* Problem details *
Write down each entry again, exactly as it reads.

* Extracted information *
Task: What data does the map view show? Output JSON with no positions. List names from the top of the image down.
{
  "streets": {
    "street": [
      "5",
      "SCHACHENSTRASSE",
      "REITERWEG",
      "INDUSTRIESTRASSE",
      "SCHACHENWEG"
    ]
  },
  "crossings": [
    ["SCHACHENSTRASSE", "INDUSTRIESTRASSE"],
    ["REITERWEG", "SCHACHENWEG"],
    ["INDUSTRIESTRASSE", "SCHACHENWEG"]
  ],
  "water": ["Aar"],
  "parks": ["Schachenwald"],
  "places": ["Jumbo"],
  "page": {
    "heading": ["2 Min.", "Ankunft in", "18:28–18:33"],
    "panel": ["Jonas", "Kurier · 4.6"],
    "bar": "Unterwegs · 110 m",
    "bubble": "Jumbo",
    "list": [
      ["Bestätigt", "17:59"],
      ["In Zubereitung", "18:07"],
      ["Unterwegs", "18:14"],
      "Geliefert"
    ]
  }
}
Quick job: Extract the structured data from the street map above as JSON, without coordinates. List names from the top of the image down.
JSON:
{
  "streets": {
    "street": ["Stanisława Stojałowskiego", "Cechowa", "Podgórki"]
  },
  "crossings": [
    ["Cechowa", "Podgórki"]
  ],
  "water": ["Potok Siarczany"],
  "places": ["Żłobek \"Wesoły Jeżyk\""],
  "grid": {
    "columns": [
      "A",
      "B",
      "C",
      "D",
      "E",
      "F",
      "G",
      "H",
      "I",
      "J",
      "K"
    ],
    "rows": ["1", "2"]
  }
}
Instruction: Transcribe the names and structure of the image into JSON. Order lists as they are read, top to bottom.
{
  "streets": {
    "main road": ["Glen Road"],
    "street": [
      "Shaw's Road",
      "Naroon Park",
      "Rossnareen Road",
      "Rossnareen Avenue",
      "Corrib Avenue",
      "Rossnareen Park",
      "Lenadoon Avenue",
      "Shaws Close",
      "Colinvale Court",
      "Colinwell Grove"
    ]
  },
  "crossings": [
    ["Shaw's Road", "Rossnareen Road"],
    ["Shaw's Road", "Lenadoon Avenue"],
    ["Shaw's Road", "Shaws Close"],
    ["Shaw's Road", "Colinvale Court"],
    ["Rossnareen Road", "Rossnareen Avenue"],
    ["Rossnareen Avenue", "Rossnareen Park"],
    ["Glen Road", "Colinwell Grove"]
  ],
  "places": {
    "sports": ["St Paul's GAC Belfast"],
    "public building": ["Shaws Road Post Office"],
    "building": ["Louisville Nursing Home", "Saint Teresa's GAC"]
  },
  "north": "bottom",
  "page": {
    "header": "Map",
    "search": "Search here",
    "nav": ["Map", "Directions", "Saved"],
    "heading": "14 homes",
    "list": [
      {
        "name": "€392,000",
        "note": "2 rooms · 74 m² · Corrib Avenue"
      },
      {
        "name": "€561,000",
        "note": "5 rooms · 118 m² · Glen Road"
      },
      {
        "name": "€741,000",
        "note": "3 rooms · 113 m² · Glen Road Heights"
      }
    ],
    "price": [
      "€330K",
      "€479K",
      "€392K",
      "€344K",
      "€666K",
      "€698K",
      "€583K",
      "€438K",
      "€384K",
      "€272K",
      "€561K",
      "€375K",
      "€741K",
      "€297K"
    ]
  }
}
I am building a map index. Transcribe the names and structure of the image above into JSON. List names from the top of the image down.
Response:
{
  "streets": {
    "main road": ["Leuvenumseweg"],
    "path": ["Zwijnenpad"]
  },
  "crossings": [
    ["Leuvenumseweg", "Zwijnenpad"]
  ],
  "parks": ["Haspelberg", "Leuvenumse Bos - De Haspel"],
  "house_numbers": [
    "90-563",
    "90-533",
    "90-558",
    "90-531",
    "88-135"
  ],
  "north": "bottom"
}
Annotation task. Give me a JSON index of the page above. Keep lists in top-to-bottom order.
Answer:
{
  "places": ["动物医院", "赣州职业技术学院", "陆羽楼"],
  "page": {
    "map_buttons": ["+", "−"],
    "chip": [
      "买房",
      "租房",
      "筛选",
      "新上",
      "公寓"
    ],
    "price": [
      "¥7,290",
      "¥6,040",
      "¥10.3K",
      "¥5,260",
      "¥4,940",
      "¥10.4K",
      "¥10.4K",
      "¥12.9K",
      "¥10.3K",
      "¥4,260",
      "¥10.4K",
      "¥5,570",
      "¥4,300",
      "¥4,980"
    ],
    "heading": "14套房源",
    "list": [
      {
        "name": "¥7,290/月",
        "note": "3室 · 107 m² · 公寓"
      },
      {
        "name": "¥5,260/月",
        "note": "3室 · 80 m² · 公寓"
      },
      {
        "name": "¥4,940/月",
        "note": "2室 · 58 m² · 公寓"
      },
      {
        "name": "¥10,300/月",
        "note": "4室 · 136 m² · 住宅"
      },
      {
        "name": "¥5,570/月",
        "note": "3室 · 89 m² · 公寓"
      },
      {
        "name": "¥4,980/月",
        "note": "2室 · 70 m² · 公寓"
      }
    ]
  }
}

* Result for this exercise *
Task: What data does the map view show? Output JSON with no positions. List names from the top of the image down.
{
  "streets": {
    "street": [
      "5",
      "SCHACHENSTRASSE",
      "REITERWEG",
      "INDUSTRIESTRASSE",
      "SCHACHENWEG"
    ]
  },
  "crossings": [
    ["SCHACHENSTRASSE", "INDUSTRIESTRASSE"],
    ["REITERWEG", "SCHACHENWEG"],
    ["INDUSTRIESTRASSE", "SCHACHENWEG"]
  ],
  "water": ["Aar"],
  "parks": ["Schachenwald"],
  "places": ["Jumbo"],
  "page": {
    "heading": ["2 Min.", "Ankunft in", "18:28–18:33"],
    "panel": ["Jonas", "Kurier · 4.6"],
    "bar": "Unterwegs · 110 m",
    "bubble": "Jumbo",
    "list": [
      ["Bestätigt", "17:59"],
      ["In Zubereitung", "18:07"],
      ["Unterwegs", "18:14"],
      "Geliefert"
    ]
  }
}
Quick job: Extract the structured data from the street map above as JSON, without coordinates. List names from the top of the image down.
JSON:
{
  "streets": {
    "street": ["Stanisława Stojałowskiego", "Cechowa", "Podgórki"]
  },
  "crossings": [
    ["Cechowa", "Podgórki"]
  ],
  "water": ["Potok Siarczany"],
  "places": ["Żłobek \"Wesoły Jeżyk\""],
  "grid": {
    "columns": [
      "A",
      "B",
      "C",
      "D",
      "E",
      "F",
      "G",
      "H",
      "I",
      "J",
      "K"
    ],
    "rows": ["1", "2"]
  }
}
Instruction: Transcribe the names and structure of the image into JSON. Order lists as they are read, top to bottom.
{
  "streets": {
    "main road": ["Glen Road"],
    "street": [
      "Shaw's Road",
      "Naroon Park",
      "Rossnareen Road",
      "Rossnareen Avenue",
      "Corrib Avenue",
      "Rossnareen Park",
      "Lenadoon Avenue",
      "Shaws Close",
      "Colinvale Court",
      "Colinwell Grove"
    ]
  },
  "crossings": [
    ["Shaw's Road", "Rossnareen Road"],
    ["Shaw's Road", "Lenadoon Avenue"],
    ["Shaw's Road", "Shaws Close"],
    ["Shaw's Road", "Colinvale Court"],
    ["Rossnareen Road", "Rossnareen Avenue"],
    ["Rossnareen Avenue", "Rossnareen Park"],
    ["Glen Road", "Colinwell Grove"]
  ],
  "places": {
    "sports": ["St Paul's GAC Belfast"],
    "public building": ["Shaws Road Post Office"],
    "building": ["Louisville Nursing Home", "Saint Teresa's GAC"]
  },
  "north": "bottom",
  "page": {
    "header": "Map",
    "search": "Search here",
    "nav": ["Map", "Directions", "Saved"],
    "heading": "14 homes",
    "list": [
      {
        "name": "€392,000",
        "note": "2 rooms · 74 m² · Corrib Avenue"
      },
      {
        "name": "€561,000",
        "note": "5 rooms · 118 m² · Glen Road"
      },
      {
        "name": "€741,000",
        "note": "3 rooms · 113 m² · Glen Road Heights"
      }
    ],
    "price": [
      "€330K",
      "€479K",
      "€392K",
      "€344K",
      "€666K",
      "€698K",
      "€583K",
      "€438K",
      "€384K",
      "€272K",
      "€561K",
      "€375K",
      "€741K",
      "€297K"
    ]
  }
}
I am building a map index. Transcribe the names and structure of the image above into JSON. List names from the top of the image down.
Response:
{
  "streets": {
    "main road": ["Leuvenumseweg"],
    "path": ["Zwijnenpad"]
  },
  "crossings": [
    ["Leuvenumseweg", "Zwijnenpad"]
  ],
  "parks": ["Haspelberg", "Leuvenumse Bos - De Haspel"],
  "house_numbers": [
    "90-563",
    "90-533",
    "90-558",
    "90-531",
    "88-135"
  ],
  "north": "bottom"
}
Annotation task. Give me a JSON index of the page above. Keep lists in top-to-bottom order.
Answer:
{
  "places": ["动物医院", "赣州职业技术学院", "陆羽楼"],
  "page": {
    "map_buttons": ["+", "−"],
    "chip": [
      "买房",
      "租房",
      "筛选",
      "新上",
      "公寓"
    ],
    "price": [
      "¥7,290",
      "¥6,040",
      "¥10.3K",
      "¥5,260",
      "¥4,940",
      "¥10.4K",
      "¥10.4K",
      "¥12.9K",
      "¥10.3K",
      "¥4,260",
      "¥10.4K",
      "¥5,570",
      "¥4,300",
      "¥4,980"
    ],
    "heading": "14套房源",
    "list": [
      {
        "name": "¥7,290/月",
        "note": "3室 · 107 m² · 公寓"
      },
      {
        "name": "¥5,260/月",
        "note": "3室 · 80 m² · 公寓"
      },
      {
        "name": "¥4,940/月",
        "note": "2室 · 58 m² · 公寓"
      },
      {
        "name": "¥10,300/月",
        "note": "4室 · 136 m² · 住宅"
      },
      {
        "name": "¥5,570/月",
        "note": "3室 · 89 m² · 公寓"
      },
      {
        "name": "¥4,980/月",
        "note": "2室 · 70 m² · 公寓"
      }
    ]
  }
}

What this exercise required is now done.